1.65" Twinned Calcite Crystal with Sphalerite - Elmwood Mine
Here is a gorgeous, gemmy, tangerine twinned calcite crystal from the famous Elmwood mine. This large crystal and a plethora of smaller calcite crystals are perched atop a cluster of lustrous sphalerite crystals.
The Elmwood Mine is a zinc mine in Carthage, Tennessee which opened in 1969, before being closed for many years, only to be reopened in 2010. It has produced many world class specimens of Fluorite, Calcite, Barite and Galena over the years. Specimens used to be plentiful as miners were allowed to recover specimens, but collecting is strictly prohibited by the new mine owners. They've gone to great lengths to prevent the mining of specimens, including blasting crystal pockets or filling them with slurry.
Calcite, CaCO3, is a carbonate mineral and the most stable polymorph of calcium carbonate. The other polymorphs are the minerals aragonite and vaterite. Calcite crystals are trigonal-rhombohedral, though actual calcite rhombohedra are rare as natural crystals. However, they show a remarkable variety of habits including acute to obtuse rhombohedra, tabular forms, and prisms. Calcite exhibits several twinning types adding to the variety of observed forms. It may occur as fibrous, granular, lamellar, or compact. Cleavage is usually in three directions parallel to the rhombohedron form.

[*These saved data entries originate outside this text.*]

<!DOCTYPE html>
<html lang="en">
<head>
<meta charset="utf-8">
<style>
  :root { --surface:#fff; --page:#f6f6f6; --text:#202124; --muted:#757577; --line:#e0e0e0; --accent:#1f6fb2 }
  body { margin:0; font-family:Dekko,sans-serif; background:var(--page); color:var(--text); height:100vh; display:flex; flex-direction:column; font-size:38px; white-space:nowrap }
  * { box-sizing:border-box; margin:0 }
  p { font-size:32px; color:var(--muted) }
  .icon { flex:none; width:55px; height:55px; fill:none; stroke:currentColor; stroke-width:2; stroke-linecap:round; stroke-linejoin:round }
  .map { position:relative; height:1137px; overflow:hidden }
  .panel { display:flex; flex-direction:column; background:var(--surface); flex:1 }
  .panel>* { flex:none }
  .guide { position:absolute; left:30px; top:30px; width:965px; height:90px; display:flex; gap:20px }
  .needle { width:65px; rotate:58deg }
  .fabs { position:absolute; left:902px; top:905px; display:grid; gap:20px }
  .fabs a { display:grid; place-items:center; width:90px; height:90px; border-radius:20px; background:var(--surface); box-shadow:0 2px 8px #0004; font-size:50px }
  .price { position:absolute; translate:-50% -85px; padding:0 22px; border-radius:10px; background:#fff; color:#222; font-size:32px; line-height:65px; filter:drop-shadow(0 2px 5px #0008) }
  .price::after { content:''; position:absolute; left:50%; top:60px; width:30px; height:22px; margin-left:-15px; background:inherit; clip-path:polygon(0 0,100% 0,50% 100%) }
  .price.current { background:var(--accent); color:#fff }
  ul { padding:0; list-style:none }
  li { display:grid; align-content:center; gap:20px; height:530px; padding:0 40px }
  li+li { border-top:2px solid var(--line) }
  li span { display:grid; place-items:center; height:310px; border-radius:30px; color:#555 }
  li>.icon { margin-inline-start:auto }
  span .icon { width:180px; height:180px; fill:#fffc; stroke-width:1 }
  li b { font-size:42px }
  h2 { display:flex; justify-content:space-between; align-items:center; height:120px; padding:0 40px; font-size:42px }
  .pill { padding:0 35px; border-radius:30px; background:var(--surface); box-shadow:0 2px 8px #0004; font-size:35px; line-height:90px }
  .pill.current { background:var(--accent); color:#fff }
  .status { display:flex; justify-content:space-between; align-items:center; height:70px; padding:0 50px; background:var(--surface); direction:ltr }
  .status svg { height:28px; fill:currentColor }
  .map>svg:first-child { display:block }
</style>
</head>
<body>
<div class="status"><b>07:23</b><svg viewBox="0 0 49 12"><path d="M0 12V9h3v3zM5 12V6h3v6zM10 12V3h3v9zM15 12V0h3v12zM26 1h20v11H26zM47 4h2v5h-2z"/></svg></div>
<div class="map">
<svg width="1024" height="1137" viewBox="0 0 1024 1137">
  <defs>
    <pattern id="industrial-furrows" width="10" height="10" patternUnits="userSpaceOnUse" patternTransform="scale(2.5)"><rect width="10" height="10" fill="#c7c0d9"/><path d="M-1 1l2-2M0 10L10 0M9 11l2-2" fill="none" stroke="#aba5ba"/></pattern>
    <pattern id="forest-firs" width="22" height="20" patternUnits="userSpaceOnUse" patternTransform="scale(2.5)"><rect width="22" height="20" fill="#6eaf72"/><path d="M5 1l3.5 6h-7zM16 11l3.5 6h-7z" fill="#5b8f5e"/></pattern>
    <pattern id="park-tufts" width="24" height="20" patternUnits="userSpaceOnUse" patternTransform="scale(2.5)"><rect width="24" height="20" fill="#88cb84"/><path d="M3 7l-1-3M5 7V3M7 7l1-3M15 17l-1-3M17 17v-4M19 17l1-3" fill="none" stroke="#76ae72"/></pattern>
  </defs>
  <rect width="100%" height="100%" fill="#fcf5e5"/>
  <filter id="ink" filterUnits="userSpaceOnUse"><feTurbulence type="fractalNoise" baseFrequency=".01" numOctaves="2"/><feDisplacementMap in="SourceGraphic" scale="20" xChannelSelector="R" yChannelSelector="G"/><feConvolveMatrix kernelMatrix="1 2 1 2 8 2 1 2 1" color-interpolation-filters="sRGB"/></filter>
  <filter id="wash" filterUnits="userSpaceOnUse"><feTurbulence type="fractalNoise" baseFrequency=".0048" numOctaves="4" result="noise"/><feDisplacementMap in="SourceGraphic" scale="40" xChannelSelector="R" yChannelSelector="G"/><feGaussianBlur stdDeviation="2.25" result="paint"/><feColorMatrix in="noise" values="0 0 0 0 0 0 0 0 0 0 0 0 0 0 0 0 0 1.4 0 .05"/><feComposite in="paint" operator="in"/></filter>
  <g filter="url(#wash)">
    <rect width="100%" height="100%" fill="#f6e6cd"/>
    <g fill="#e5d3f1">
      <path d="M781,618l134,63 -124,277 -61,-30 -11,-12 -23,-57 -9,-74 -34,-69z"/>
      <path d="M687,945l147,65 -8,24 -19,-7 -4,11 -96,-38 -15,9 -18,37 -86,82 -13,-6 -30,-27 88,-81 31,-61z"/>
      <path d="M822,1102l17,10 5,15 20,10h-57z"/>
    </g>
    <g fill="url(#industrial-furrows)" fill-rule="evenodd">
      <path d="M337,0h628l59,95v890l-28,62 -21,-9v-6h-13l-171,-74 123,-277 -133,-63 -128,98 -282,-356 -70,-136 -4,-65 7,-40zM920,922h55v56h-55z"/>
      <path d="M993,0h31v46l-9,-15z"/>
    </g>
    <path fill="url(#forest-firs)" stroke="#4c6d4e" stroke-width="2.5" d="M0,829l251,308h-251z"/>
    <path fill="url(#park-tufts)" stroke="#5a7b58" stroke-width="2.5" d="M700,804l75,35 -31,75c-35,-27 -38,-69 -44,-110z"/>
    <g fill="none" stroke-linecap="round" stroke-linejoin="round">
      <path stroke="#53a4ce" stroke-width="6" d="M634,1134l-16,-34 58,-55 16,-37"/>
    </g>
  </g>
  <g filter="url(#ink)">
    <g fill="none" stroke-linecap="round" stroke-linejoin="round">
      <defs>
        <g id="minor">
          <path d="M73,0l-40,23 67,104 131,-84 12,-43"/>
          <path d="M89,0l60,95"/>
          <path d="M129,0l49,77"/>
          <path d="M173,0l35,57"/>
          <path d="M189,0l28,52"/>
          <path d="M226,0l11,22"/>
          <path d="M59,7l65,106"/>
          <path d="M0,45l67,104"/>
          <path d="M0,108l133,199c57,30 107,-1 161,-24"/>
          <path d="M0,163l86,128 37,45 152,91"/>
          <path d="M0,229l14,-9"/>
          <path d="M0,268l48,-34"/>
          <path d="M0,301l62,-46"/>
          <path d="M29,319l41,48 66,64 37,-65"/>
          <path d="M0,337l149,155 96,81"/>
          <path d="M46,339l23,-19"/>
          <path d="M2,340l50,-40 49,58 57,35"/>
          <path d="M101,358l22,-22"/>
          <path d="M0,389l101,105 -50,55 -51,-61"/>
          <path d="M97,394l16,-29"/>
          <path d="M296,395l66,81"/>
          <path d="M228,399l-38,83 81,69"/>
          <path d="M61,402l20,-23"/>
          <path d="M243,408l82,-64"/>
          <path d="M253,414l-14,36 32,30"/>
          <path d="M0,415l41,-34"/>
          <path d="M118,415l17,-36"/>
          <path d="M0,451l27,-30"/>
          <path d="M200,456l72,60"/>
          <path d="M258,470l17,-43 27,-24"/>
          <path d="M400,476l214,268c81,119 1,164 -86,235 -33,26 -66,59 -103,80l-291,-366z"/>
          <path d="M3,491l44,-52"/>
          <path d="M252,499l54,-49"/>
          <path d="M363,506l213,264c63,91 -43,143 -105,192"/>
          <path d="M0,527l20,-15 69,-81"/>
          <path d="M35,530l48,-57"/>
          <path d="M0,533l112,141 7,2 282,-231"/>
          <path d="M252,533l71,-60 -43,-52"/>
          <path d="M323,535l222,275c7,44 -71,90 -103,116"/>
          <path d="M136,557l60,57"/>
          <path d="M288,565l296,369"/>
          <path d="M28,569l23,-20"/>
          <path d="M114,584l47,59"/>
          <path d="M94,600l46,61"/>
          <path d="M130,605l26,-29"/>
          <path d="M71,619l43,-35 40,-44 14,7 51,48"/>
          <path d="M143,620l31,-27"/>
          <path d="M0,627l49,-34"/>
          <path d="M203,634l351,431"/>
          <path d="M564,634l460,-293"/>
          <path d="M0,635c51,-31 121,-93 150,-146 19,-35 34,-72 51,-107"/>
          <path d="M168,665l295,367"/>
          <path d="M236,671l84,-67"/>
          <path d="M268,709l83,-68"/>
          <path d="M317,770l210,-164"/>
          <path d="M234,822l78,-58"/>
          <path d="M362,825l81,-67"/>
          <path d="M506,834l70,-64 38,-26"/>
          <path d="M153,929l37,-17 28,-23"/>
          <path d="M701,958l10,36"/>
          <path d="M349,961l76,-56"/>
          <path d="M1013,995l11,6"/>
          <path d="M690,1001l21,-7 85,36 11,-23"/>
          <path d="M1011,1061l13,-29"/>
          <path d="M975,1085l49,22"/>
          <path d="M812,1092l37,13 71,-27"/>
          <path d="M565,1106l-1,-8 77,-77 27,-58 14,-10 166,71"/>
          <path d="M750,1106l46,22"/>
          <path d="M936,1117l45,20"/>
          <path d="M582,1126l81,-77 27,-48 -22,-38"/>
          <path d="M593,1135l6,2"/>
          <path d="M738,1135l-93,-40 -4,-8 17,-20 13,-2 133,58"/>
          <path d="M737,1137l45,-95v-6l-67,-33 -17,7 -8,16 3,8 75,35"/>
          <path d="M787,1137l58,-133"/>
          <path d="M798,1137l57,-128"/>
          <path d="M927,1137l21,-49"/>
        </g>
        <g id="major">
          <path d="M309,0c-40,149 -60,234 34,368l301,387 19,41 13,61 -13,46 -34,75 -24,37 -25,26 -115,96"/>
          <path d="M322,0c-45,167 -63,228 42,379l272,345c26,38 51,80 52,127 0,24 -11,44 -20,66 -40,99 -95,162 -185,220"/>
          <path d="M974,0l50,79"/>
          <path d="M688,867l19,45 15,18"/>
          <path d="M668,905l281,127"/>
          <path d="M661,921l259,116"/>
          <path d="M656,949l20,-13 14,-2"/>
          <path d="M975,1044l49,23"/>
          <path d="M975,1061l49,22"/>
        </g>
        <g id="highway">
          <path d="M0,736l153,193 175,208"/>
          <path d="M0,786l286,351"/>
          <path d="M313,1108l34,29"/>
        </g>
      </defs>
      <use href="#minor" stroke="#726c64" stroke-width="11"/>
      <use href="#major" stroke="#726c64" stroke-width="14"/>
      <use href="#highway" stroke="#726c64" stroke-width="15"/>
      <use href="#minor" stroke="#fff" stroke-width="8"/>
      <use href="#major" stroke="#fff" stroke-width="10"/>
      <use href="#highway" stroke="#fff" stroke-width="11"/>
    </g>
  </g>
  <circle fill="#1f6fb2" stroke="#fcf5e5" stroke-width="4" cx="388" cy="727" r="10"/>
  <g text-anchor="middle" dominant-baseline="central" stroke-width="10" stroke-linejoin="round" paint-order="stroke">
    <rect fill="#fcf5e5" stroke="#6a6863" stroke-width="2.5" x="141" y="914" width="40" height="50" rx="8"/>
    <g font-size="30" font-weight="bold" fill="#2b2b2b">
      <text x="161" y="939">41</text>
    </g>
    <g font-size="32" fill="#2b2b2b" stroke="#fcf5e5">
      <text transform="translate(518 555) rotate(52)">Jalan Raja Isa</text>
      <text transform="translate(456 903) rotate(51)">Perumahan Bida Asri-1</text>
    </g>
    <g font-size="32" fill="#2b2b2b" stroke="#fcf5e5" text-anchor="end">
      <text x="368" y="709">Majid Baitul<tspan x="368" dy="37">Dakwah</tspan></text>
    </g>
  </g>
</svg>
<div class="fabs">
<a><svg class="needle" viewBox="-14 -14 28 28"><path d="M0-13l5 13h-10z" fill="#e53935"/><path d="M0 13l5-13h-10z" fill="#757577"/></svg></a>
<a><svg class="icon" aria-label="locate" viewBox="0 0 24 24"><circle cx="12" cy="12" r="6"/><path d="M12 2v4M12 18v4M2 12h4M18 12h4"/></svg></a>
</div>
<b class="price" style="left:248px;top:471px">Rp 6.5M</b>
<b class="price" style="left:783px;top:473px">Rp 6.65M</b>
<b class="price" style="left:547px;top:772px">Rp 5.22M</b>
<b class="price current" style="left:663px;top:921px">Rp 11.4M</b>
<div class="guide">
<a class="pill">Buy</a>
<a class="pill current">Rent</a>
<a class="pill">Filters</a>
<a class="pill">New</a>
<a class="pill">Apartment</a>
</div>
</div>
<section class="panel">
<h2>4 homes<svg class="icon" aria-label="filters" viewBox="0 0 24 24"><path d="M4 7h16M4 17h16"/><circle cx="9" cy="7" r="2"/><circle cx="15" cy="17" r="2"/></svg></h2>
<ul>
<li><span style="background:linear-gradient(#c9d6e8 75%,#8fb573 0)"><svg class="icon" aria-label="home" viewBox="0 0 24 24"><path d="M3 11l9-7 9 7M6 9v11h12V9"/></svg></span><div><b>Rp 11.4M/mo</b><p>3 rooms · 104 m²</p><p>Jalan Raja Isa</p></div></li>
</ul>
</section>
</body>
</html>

Sphalerite is a part of the sulfides group and typically exhibits a grey/black appearance due to high concentrations of impurities. When sphalerite is in it's purest state, the chemical composition is ZnS, and can display a gemmy transparent light tan/yellow color. This is one of the few minerals that can form crystals ranging anywhere between gemmy and transparent to opaque and metallic-like. Opaque or cloudy sphalerite tends to be most abundant, due to the ease of iron replacing zinc in the process of formation.